The Glencore/QIA/Rosneft Deal: A Little Clearer Than Mud

Filed under: Commodities,Derivatives,Economics,Energy,Russia — The Professor @ 8:28 pm

Rosneft and Glencore have released some additional information on the three way involving these two firms and the Qatar Investment Authority. These releases answer some of the questions about the deal–and evidently there is now a deal–but not all of them.

The new information indicates that I got some things wrong and some things right in my snap take. What I got wrong was the amount of equity, and hence the amount of leverage in the deal. My original conclusion that the equity investment was €600 million was based on (a) the announcement that Glencore would invest €300 million, and (b) Sechin’s statement that Glencore and QIA would be “equal partners.” (Silly me for believing Igor!) As it turns out, the QIA will invest €2.5 billion, making the deal leveraged a mere 3.6 to 1.

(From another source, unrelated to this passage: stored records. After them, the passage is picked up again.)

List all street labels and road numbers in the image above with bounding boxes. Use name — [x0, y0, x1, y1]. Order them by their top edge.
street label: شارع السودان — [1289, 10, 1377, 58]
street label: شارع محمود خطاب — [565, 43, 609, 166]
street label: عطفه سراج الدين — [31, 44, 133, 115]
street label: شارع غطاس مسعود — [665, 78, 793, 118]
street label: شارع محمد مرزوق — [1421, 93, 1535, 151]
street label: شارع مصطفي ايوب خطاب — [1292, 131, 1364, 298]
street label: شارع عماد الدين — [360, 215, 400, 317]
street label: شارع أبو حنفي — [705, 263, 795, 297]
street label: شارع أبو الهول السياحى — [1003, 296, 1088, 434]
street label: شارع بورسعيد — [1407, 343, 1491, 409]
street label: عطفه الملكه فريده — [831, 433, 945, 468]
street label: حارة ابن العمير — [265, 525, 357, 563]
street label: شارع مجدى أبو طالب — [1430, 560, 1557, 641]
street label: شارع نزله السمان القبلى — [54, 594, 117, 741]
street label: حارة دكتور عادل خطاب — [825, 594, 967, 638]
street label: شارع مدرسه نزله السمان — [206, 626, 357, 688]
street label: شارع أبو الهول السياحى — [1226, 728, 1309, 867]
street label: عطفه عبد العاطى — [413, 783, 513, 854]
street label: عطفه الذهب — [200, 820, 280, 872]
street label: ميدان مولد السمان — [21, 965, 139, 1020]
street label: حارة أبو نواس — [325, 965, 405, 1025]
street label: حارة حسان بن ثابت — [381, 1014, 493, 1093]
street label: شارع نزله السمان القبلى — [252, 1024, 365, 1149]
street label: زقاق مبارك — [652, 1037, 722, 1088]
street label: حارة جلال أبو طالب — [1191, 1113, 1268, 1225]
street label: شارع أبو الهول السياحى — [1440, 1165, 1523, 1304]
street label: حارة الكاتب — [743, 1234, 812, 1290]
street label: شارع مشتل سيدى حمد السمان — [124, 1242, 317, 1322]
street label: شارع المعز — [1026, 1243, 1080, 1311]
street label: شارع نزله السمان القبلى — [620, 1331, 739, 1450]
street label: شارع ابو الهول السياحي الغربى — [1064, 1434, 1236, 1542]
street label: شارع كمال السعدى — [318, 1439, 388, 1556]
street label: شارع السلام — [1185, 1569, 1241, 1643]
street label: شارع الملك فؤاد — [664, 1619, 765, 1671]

Where I got it right was my surmise that there was a lot of financial engineering going on. We still don’t know the full extent of such machinations, but the Glencore statement gives a glimpse. The key tipoff is the fact that although the Glencore-QIA consortium is 50:50, Glencore is at great pains to emphasize that its “economic exposure” to Rosneft represents a mere .54 percent share of the Russian company, and that “Glencore will not have any economic exposure to its interests in the Shares.”

Well, if the consortium is buying 19.5 percent of Roseneft, and Glencore is 50 percent of the consortium, that’s a wee bit bigger than .54 percent, isn’t it? So there must be some structure or structures that effectively shift the risk to other parties.

The Glencore statement provides a hint of at least one of these structures. It describes this feature:

  • Limited liability structure fully ring-fenced and non-recourse to Glencore apart from its €300 million equity contribution and the provision of margin guarantees of up to €1.4 billion, for which Glencore has obtained full indemnification from appropriate Russian banks.

My interpretation of this is term is that the loan funding the bulk of the purchase includes a margining feature, as in a stock margin loan. That is, the borrower is obligated to put up additional cash if the collateral value of the shares declines. In this case, Glencore has apparently promised to pay up to €1.4 billion. But apparently Glencore has passed this risk to “appropriate Russian banks.” (What’s an “appropriate bank”, anyways?) That is, the Russian banks will stump up the cash in the event of a stock price decline. Sounds to me like the banks have written a put on Rosneft shares (which is one of the structures that I had originally guessed at).

Well, puts aren’t free. Neither of the documents indicates the price of the put, or who is paying the premium.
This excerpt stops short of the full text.